◆ Work task
The line that contains "Input: one rendered" and all lines following it to the end of the data below: set these down exactly, and nothing besides.

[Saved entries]
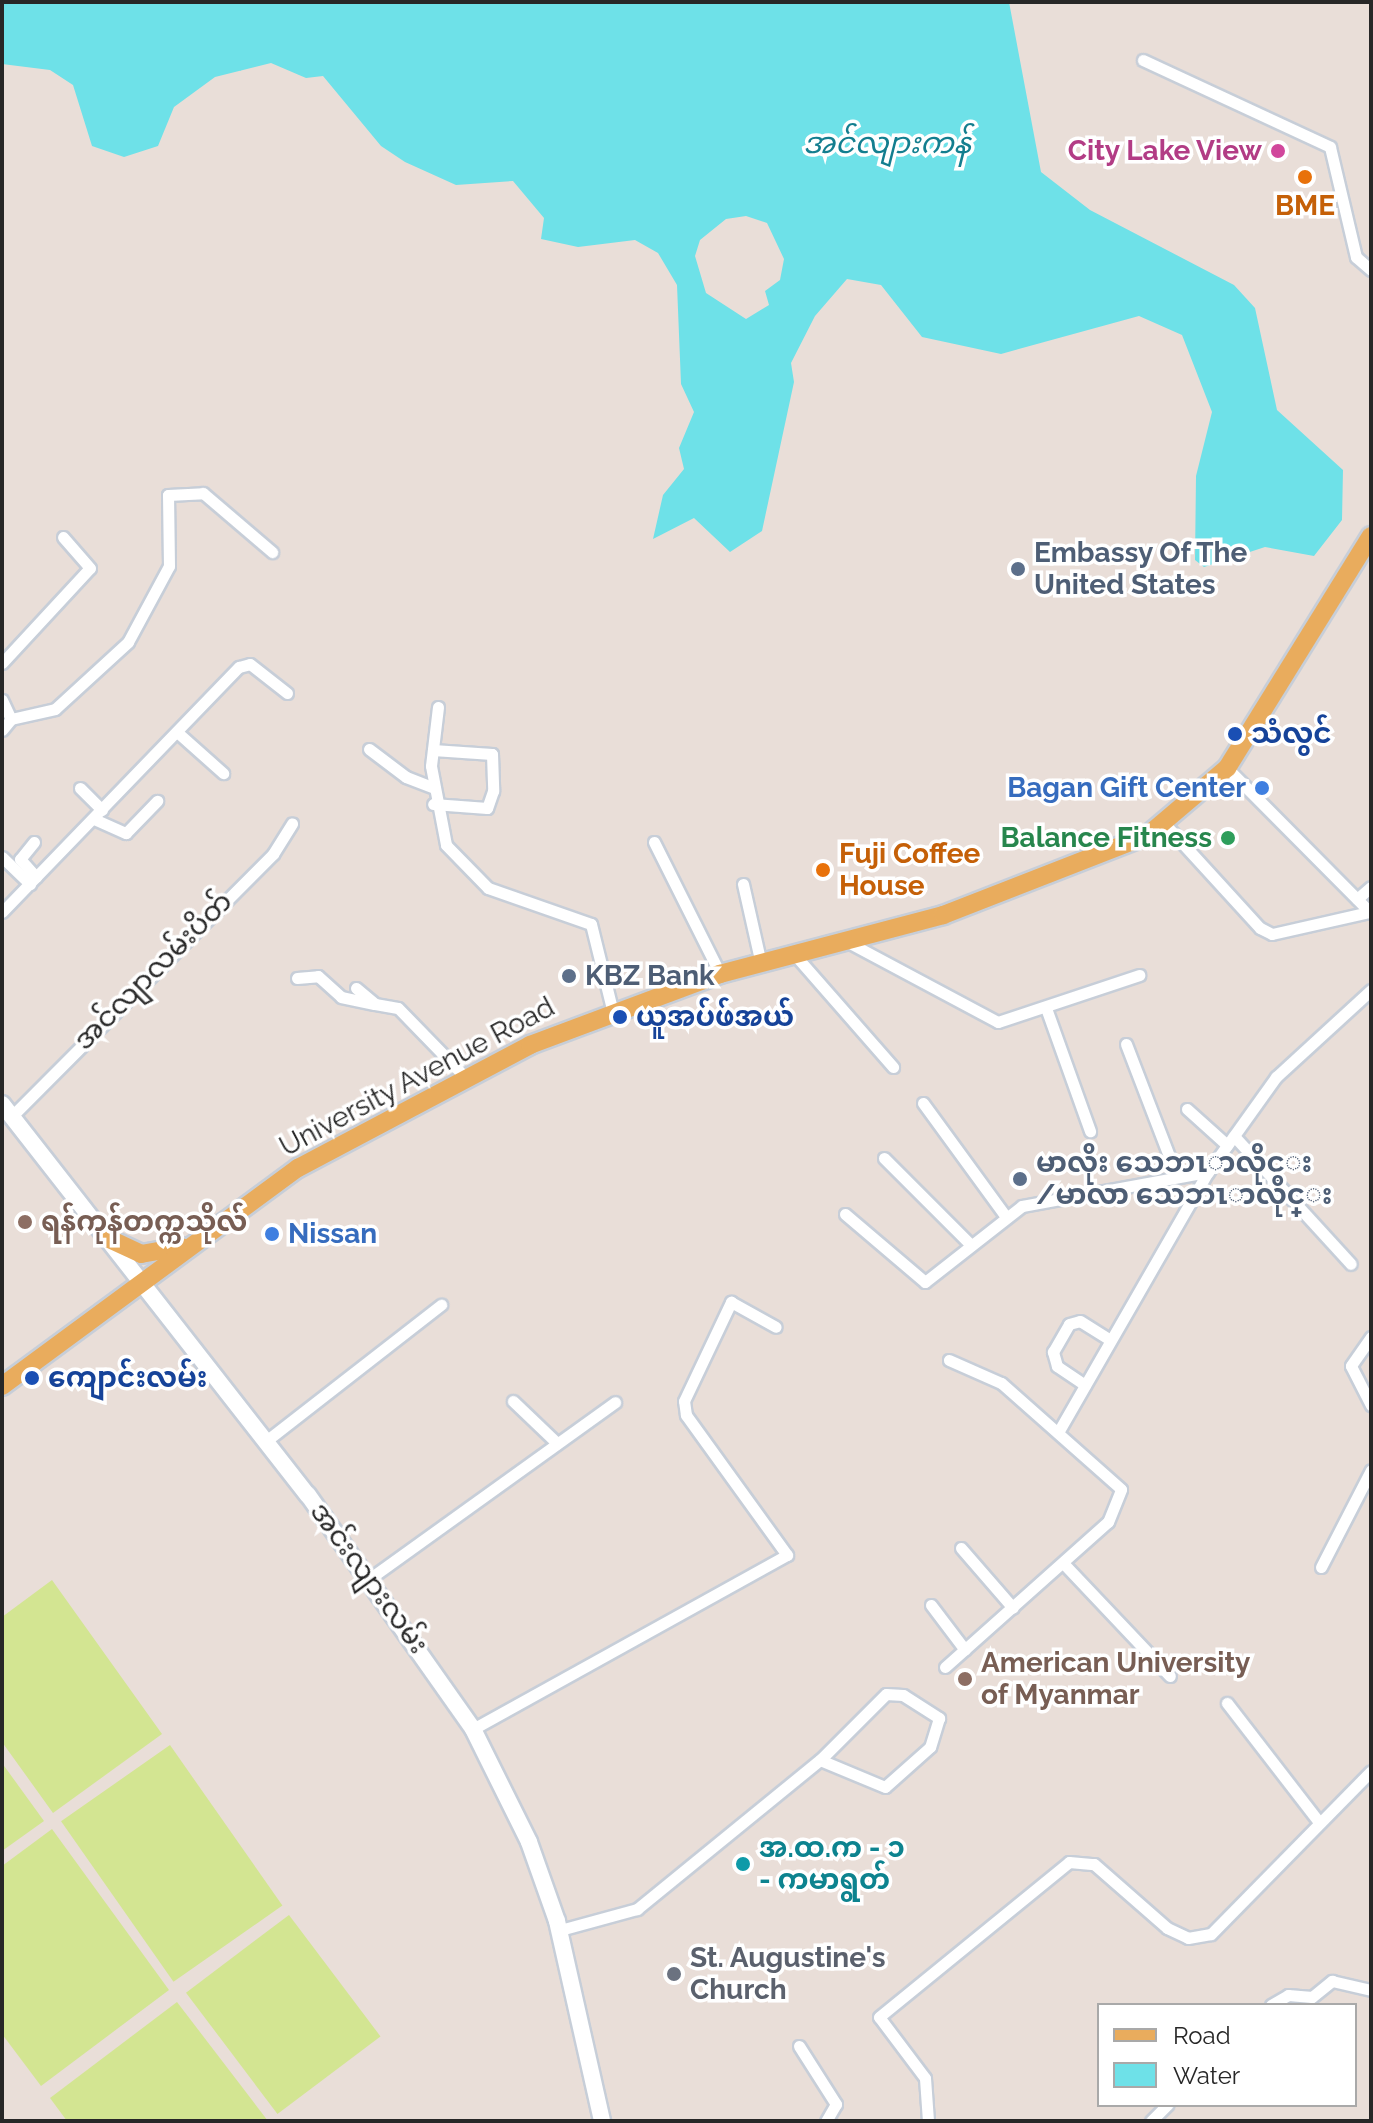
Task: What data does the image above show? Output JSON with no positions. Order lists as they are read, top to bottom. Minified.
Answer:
{"streets":{"main road":["University Avenue Road","အင်းလျားလမ်း"],"street":["အင်လျာလမ်းပိတ်"]},"crossings":[["အင်လျာလမ်းပိတ်","အင်းလျားလမ်း"],["University Avenue Road","အင်းလျားလမ်း"]],"water":["အင်လျားကန်"],"places":["City Lake View","BME","Embassy Of The United States","သံလွင်","Bagan Gift Center","Balance Fitness","Fuji Coffee House","KBZ Bank","ယူအပ်ဖ်အယ်","မာလိုး သေဘၤာလိုင္း /မာလာ သေဘၤာလိုင္း","ရန်ကုန်တက္ကသိုလ်","Nissan","ကျောင်းလမ်း","American University of Myanmar","အ.ထ.က - ၁ - ကမာရွတ်","St. Augustine's Church"],"legend":["Road","Water"]}
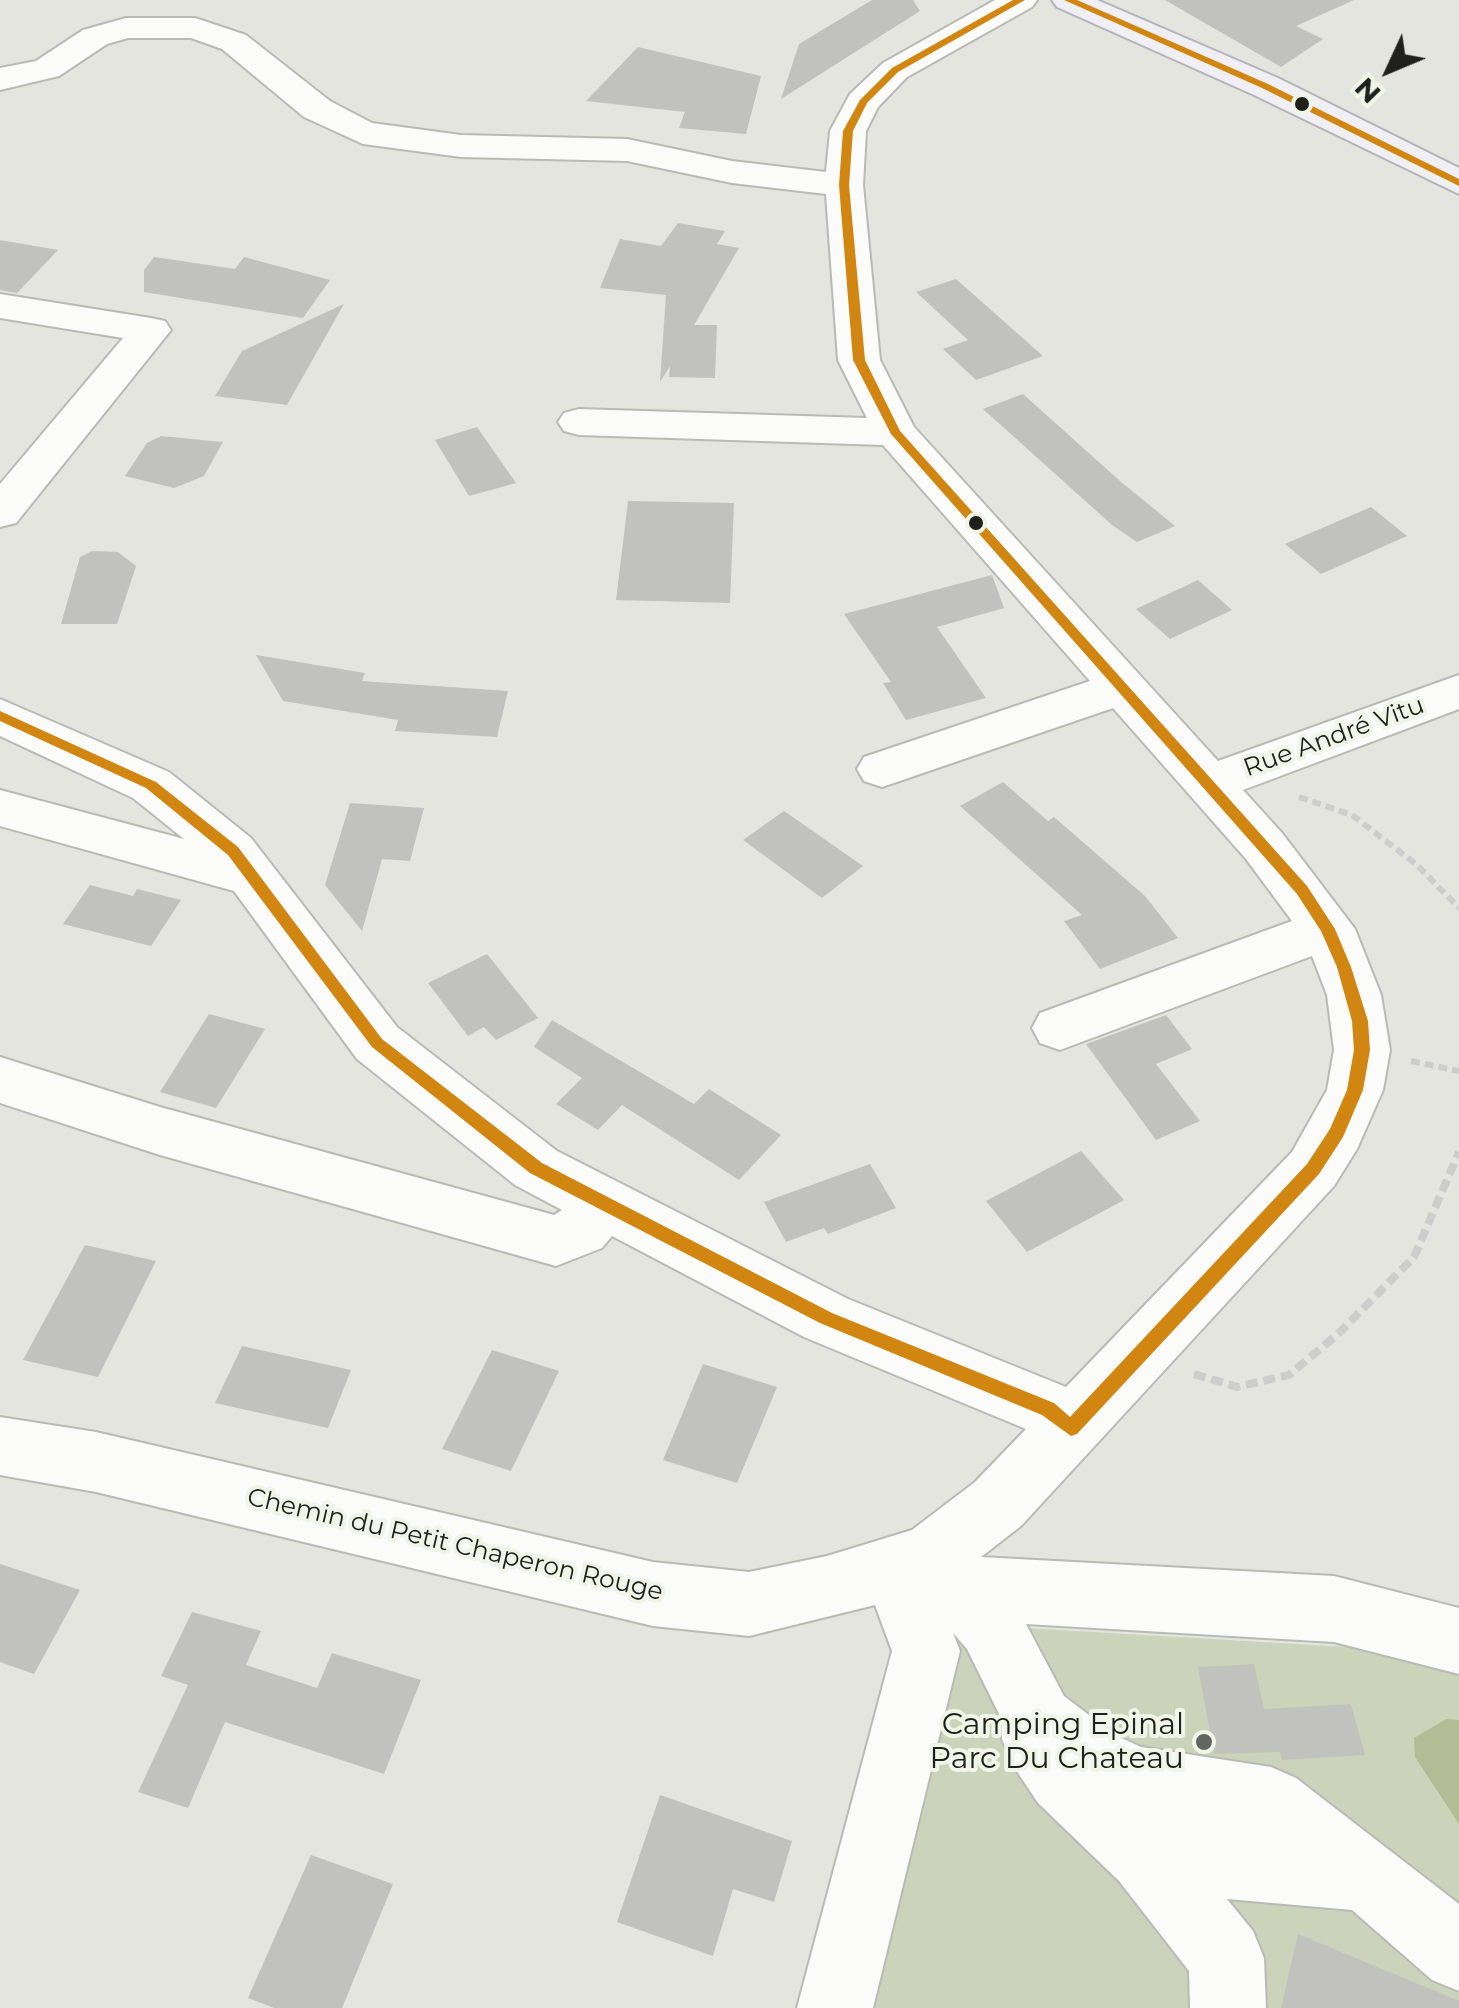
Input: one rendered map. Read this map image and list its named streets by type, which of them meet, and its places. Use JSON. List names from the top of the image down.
{
  "streets": {
    "street": ["Rue André Vitu", "Chemin du Petit Chaperon Rouge"]
  },
  "crossings": [
    ["Rue André Vitu", "Chemin du Petit Chaperon Rouge"]
  ],
  "places": ["Camping Epinal Parc Du Chateau"],
  "north": "bottom left"
}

◆ Exercise response
Input: one rendered map. Read this map image and list its named streets by type, which of them meet, and its places. Use JSON. List names from the top of the image down.
{
  "streets": {
    "street": ["Rue André Vitu", "Chemin du Petit Chaperon Rouge"]
  },
  "crossings": [
    ["Rue André Vitu", "Chemin du Petit Chaperon Rouge"]
  ],
  "places": ["Camping Epinal Parc Du Chateau"],
  "north": "bottom left"
}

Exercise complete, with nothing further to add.